START Raw data

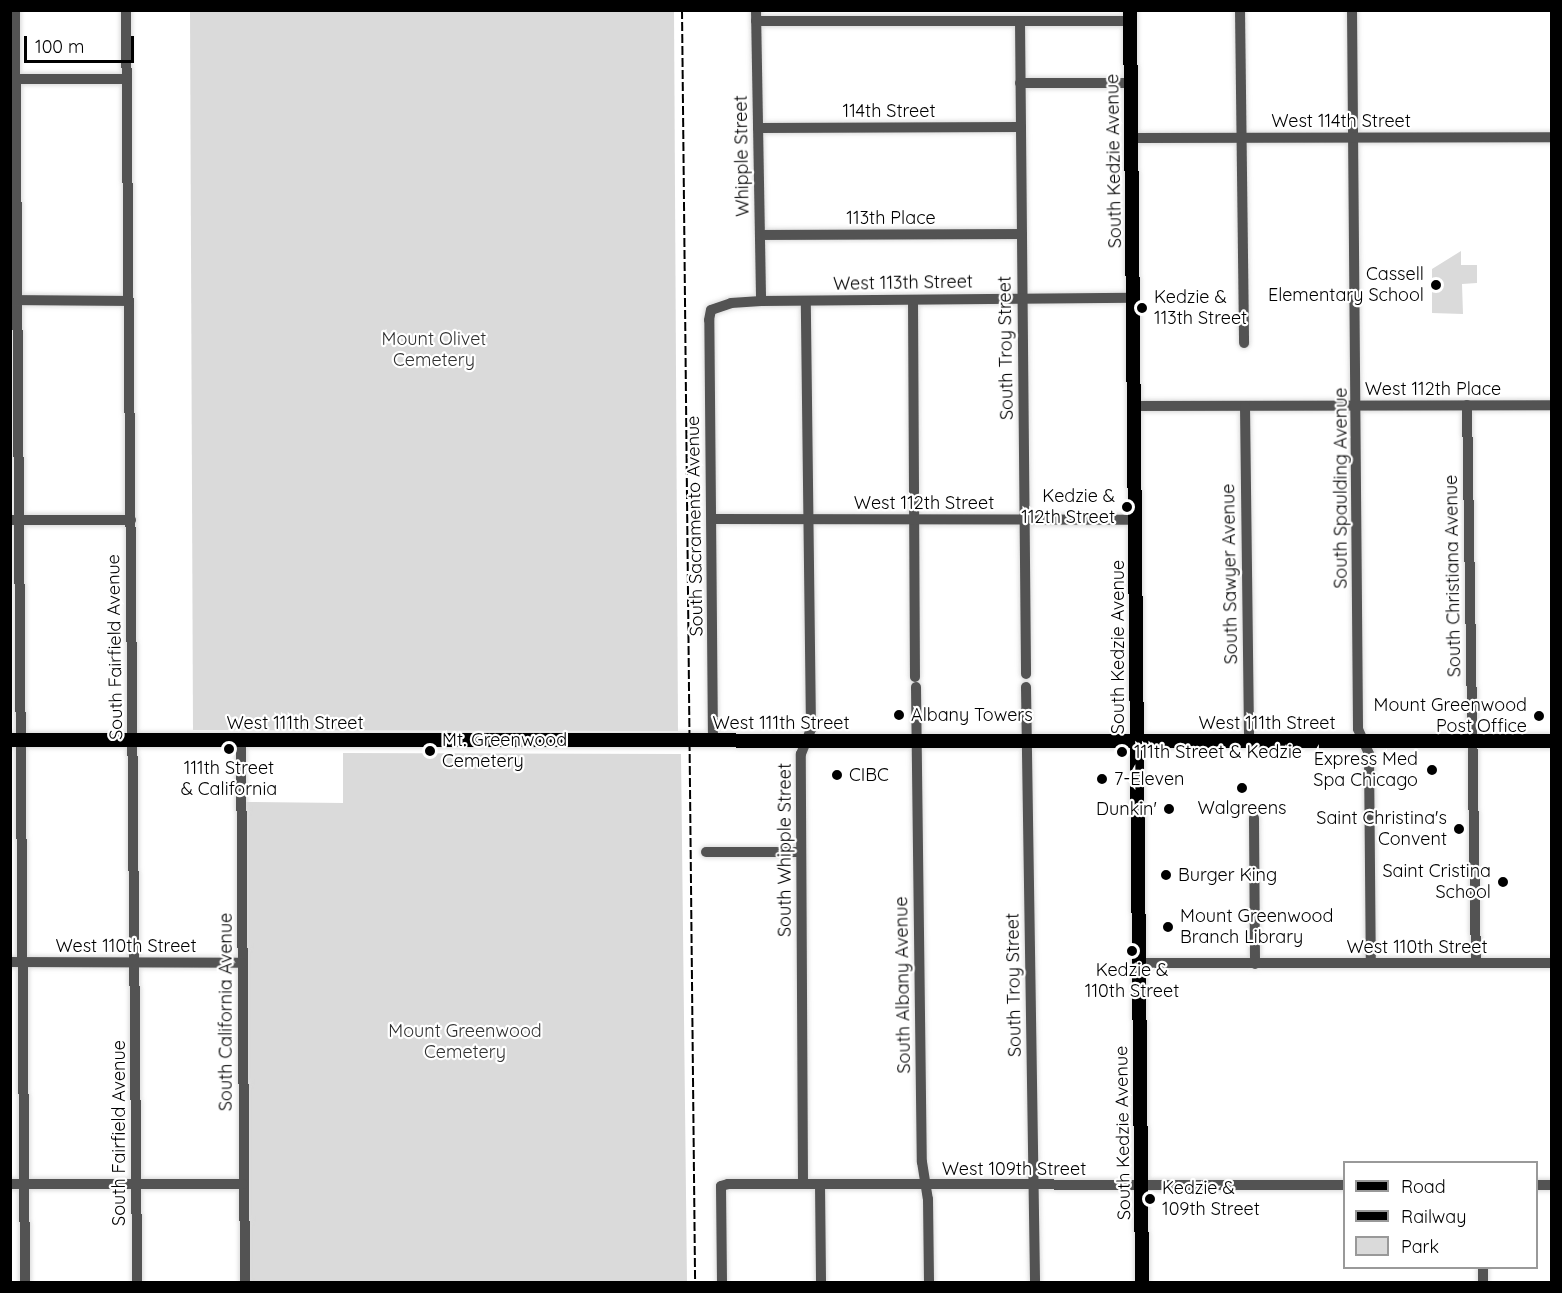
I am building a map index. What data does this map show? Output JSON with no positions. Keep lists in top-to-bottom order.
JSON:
{
  "streets": {
    "main road": ["South Kedzie Avenue", "West 111th Street"],
    "street": [
      "114th Street",
      "West 114th Street",
      "Whipple Street",
      "113th Place",
      "West 113th Street",
      "South Troy Street",
      "West 112th Place",
      "South Spaulding Avenue",
      "West 112th Street",
      "South Sacramento Avenue",
      "South Sawyer Avenue",
      "South Christiana Avenue",
      "South Fairfield Avenue",
      "South Whipple Street",
      "West 110th Street",
      "South Albany Avenue",
      "South California Avenue",
      "West 109th Street"
    ]
  },
  "crossings": [
    ["114th Street", "Whipple Street"],
    ["114th Street", "South Troy Street"],
    ["West 114th Street", "South Kedzie Avenue"],
    ["West 114th Street", "South Spaulding Avenue"],
    ["Whipple Street", "113th Place"],
    ["Whipple Street", "West 113th Street"],
    ["South Kedzie Avenue", "West 113th Street"],
    ["South Kedzie Avenue", "West 112th Place"],
    ["South Kedzie Avenue", "West 112th Street"],
    ["South Kedzie Avenue", "West 111th Street"],
    ["South Kedzie Avenue", "West 110th Street"],
    ["South Kedzie Avenue", "West 109th Street"],
    ["113th Place", "South Troy Street"],
    ["West 113th Street", "South Troy Street"],
    ["West 113th Street", "South Sacramento Avenue"],
    ["West 113th Street", "South Whipple Street"],
    ["West 113th Street", "South Albany Avenue"],
    ["South Troy Street", "West 112th Street"],
    ["South Troy Street", "West 111th Street"],
    ["South Troy Street", "West 109th Street"],
    ["West 112th Place", "South Spaulding Avenue"],
    ["West 112th Place", "South Sawyer Avenue"],
    ["West 112th Place", "South Christiana Avenue"],
    ["South Spaulding Avenue", "West 111th Street"],
    ["South Spaulding Avenue", "West 110th Street"],
    ["West 112th Street", "South Sacramento Avenue"],
    ["West 112th Street", "South Whipple Street"],
    ["West 112th Street", "South Albany Avenue"],
    ["South Sacramento Avenue", "West 111th Street"],
    ["South Sawyer Avenue", "West 111th Street"],
    ["South Christiana Avenue", "West 111th Street"],
    ["South Christiana Avenue", "West 110th Street"],
    ["South Fairfield Avenue", "West 111th Street"],
    ["South Fairfield Avenue", "West 110th Street"],
    ["West 111th Street", "South Whipple Street"],
    ["West 111th Street", "South Albany Avenue"],
    ["West 111th Street", "South California Avenue"],
    ["South Whipple Street", "West 109th Street"],
    ["West 110th Street", "South California Avenue"],
    ["South Albany Avenue", "West 109th Street"]
  ],
  "parks": ["Mount Olivet Cemetery", "Mount Greenwood Cemetery"],
  "places": [
    "Cassell Elementary School",
    "Kedzie & 113th Street",
    "Kedzie & 112th Street",
    "Albany Towers",
    "Mount Greenwood Post Office",
    "111th Street & California",
    "Mt. Greenwood Cemetery",
    "111th Street & Kedzie",
    "Express Med Spa Chicago",
    "CIBC",
    "7-Eleven",
    "Walgreens",
    "Dunkin'",
    "Saint Christina's Convent",
    "Burger King",
    "Saint Cristina School",
    "Mount Greenwood Branch Library",
    "Kedzie & 110th Street",
    "Kedzie & 109th Street"
  ],
  "legend": ["Road", "Railway", "Park"],
  "scale_bar": "100 m"
}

END Raw data

Brief ::
If a line in the entries holds the string "Christiana", it belongs in the tally; state the tally alone.

Solved exercise ::
4